Vejo que a morte me acena da janela

Me olha, olho pra ela

Peço que esqueça de mim...

     Parou por aí e ficou me olhando, como se esperasse um comentário qualquer.

     Mantive o silêncio e ele disse:

     “Não parece a atmosfera do Nelson Cavaquinho?”

     “Parece, tio. Tudo que fala em morte me lembra logo as canções do Nelson, especialmente daquelas em parcerias com o Guilherme.”.

     Ele sorriu, satisfeito.

     “Ficaria muito bonito na voz de uma cantora que eu conheço”.

     O tempo fechou.

     Guardou o violão, catou o maço de cigarros e foi tomar café.

     Fui atrás:

     “Tio, me desculpe, mas não consigo entender que um artista não sonhe em dividir a sua arte com o público”.

     “Minhas músicas não são divisíveis.
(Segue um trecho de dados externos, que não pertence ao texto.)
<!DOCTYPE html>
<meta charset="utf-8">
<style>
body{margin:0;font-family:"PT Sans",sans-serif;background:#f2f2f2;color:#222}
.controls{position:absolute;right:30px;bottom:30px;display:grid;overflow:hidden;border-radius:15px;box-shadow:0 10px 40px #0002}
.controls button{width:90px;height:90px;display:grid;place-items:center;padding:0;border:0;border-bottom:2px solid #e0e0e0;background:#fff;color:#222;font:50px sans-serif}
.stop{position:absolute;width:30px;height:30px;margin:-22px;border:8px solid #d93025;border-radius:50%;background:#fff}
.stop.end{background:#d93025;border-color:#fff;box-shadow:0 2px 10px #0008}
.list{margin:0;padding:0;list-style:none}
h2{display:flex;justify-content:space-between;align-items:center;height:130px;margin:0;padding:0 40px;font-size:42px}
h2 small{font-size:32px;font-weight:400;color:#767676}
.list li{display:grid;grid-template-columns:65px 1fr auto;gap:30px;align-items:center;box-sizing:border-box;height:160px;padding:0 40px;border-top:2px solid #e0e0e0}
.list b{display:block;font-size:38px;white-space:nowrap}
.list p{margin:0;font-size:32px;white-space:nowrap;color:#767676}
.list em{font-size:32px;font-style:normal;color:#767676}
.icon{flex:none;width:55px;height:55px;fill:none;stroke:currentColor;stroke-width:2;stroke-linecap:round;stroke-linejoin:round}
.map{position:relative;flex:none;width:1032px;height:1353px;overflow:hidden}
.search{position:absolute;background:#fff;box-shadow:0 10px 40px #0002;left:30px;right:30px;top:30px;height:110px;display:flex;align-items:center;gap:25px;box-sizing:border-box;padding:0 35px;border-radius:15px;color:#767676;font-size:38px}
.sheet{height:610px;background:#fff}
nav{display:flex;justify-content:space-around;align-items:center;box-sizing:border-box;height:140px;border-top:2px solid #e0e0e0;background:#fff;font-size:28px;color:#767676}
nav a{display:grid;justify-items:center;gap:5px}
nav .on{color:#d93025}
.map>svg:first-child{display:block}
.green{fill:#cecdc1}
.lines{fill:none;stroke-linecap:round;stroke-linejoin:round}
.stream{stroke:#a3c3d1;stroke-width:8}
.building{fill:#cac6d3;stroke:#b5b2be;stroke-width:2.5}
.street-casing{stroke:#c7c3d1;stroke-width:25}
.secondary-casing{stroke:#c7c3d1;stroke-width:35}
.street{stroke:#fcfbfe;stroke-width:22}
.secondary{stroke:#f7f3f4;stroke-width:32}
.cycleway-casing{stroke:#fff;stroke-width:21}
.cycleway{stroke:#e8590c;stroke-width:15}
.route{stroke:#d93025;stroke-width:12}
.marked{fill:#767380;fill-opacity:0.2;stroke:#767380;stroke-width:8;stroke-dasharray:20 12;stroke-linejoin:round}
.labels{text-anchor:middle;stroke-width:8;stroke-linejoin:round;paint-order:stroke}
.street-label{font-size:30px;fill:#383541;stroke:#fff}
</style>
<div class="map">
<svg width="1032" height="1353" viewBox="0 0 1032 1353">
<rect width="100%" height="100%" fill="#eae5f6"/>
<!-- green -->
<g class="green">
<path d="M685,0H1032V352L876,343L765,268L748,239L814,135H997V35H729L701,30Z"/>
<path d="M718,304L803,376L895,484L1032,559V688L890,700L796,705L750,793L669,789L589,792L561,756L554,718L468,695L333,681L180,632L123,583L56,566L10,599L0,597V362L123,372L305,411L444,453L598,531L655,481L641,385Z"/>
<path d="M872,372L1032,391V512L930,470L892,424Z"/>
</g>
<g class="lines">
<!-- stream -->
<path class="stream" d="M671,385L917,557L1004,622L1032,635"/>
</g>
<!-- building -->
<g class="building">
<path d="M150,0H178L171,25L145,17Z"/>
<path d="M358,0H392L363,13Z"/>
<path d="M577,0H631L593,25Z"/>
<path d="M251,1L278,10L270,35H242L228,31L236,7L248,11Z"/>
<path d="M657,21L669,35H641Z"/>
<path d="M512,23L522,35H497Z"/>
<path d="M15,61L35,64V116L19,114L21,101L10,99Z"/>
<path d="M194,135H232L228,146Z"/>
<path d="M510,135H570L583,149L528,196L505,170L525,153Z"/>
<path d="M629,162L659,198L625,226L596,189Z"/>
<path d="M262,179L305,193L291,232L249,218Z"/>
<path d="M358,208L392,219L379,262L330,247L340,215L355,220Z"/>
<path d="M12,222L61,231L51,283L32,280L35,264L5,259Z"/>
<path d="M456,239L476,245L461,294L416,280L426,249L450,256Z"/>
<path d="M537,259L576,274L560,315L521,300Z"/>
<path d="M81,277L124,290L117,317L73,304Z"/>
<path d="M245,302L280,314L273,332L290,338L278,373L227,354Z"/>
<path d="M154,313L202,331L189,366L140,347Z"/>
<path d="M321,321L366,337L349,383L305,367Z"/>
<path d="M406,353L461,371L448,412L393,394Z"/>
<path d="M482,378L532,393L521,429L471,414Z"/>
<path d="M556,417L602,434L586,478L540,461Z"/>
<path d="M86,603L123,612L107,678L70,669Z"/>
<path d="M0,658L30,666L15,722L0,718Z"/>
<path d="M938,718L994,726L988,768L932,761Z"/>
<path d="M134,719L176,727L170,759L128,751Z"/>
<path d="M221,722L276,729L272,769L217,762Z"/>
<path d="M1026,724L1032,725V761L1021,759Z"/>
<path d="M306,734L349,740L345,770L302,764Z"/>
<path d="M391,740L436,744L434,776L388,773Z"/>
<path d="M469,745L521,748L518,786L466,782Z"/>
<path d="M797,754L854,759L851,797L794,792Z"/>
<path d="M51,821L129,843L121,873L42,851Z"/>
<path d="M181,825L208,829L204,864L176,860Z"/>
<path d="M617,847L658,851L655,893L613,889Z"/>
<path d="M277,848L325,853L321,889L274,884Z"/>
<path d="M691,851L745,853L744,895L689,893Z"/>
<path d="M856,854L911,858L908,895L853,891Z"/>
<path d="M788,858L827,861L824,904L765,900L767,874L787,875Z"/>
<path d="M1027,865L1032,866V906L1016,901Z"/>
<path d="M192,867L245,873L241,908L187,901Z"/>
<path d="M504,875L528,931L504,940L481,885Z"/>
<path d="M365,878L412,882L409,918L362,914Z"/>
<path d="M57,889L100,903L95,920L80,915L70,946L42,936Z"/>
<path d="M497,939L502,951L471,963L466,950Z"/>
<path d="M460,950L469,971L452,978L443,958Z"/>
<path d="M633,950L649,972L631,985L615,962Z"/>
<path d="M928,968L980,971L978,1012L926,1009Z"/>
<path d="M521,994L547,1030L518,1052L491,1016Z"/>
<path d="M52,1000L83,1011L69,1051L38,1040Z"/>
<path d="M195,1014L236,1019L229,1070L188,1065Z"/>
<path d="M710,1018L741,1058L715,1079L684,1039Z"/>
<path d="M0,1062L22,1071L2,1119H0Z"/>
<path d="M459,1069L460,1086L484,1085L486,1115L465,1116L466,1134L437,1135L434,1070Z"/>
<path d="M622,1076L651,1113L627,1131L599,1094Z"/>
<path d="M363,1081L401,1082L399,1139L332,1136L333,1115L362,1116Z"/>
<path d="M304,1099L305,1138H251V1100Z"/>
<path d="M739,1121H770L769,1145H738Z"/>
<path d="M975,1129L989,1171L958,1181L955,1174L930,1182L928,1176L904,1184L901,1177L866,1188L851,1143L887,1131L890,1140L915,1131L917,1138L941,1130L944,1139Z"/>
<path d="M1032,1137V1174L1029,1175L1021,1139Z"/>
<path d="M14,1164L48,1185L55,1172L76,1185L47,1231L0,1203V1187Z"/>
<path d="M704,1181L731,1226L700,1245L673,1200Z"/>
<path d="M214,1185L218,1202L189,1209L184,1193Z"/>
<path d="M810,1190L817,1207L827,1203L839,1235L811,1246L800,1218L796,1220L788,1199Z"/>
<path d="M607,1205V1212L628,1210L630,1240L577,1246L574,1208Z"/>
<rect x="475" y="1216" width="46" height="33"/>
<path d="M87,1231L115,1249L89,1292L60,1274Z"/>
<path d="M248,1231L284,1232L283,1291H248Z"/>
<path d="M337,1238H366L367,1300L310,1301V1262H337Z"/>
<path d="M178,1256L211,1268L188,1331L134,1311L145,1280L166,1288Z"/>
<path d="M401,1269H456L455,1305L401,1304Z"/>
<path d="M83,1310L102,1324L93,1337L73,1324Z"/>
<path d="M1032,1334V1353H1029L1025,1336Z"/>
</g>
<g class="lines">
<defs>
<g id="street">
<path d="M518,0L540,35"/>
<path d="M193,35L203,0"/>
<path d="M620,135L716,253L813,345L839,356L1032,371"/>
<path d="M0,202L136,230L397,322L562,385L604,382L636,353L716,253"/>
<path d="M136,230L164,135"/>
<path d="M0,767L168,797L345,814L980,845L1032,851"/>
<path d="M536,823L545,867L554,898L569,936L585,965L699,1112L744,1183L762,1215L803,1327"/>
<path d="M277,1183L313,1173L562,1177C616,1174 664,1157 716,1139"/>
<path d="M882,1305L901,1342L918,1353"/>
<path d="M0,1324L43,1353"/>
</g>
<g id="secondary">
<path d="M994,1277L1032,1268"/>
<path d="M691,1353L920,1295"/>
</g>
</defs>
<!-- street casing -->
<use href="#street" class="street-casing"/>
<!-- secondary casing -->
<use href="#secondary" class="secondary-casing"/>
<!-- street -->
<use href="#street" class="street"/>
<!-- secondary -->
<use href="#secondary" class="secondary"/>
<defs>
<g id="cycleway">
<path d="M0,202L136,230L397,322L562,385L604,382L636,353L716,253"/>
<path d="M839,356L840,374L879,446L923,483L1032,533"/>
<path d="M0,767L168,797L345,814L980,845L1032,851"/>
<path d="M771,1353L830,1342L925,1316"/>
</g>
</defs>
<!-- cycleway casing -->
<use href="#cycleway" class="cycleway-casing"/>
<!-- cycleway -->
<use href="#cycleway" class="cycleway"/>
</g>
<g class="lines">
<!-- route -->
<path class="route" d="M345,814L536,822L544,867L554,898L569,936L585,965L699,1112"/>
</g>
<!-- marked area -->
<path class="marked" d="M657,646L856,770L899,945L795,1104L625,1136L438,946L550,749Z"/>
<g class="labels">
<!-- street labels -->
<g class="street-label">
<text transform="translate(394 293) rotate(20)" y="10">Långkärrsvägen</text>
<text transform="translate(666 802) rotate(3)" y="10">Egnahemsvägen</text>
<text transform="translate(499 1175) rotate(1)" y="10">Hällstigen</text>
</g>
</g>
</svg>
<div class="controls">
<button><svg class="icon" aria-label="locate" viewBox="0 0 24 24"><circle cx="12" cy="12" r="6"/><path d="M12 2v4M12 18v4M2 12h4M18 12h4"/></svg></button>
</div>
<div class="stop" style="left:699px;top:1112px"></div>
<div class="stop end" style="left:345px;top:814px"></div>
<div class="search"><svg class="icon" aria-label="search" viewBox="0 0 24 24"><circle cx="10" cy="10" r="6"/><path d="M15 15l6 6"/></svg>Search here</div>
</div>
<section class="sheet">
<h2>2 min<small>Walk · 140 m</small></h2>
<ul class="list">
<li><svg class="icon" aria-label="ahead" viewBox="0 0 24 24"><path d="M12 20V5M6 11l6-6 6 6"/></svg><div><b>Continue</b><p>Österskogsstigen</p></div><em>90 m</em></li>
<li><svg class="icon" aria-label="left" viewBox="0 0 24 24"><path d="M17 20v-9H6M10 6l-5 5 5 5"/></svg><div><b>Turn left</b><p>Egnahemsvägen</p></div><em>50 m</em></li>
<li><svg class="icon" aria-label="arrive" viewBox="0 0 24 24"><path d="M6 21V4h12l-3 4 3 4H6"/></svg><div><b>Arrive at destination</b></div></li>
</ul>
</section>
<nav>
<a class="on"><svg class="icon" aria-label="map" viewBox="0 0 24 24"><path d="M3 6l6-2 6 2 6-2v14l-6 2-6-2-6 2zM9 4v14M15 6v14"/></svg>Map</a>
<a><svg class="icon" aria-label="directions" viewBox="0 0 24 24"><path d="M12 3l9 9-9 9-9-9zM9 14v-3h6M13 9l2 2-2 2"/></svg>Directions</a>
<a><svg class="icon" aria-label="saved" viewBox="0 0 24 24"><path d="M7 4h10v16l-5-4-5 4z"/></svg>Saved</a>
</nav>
São feitas para mim.”

     “Que atitude mais egoísta, tio Bino. As coisas bonitas que fazemos só se completam eu sua beleza quando chegam a outros olhos, ouvidos, corações.”

     “Palavras.”

     “Podem ser.”

     “E piegas.”

     “Mas acredito nelas. E o senhor deveria acreditar mais em seu taco. Por que tanta insegurança?”

     “Não é insegurança.”

     “Então é egoísmo mesmo.”

     “Você não entende, cara.”

     Continuei não entendendo, mas a pressão deu resultado. Na manhã seguinte, enquanto me preparava para sair de casa, tio Bino Noel me pediu que deixasse com ele o meu gravador. E quando retornei, à noite, recebi a fita onde estava escrito na etiqueta:

     20 CANÇÕES INÉDITAS DE ABINOEL BATISTA

     “Que tal?”, perguntou.

     “Abinoel Batista”, soletrei.

     “Noel que nem o Rosa, e Batista que nem o Wilson. Já ouviu falar da polêmica envolvendo os dois?”

     “Já. E meus parabéns, grande compositor inédito”.

     “Posso deixar de ser, se você conseguir. São suas, faça com elas o que quiser.”

     Passei a noite ouvindo suas músicas, em meu quarto. Na manhã seguinte fui acordar meu tio e o encontrei sem vida, a cabeça despencando do colchão e as pernas estiradas sobre o violão, com quem sempre dormia.

     A fita? Foi no caixão com ele. Eu mesmo a coloquei. Perdeu a graça.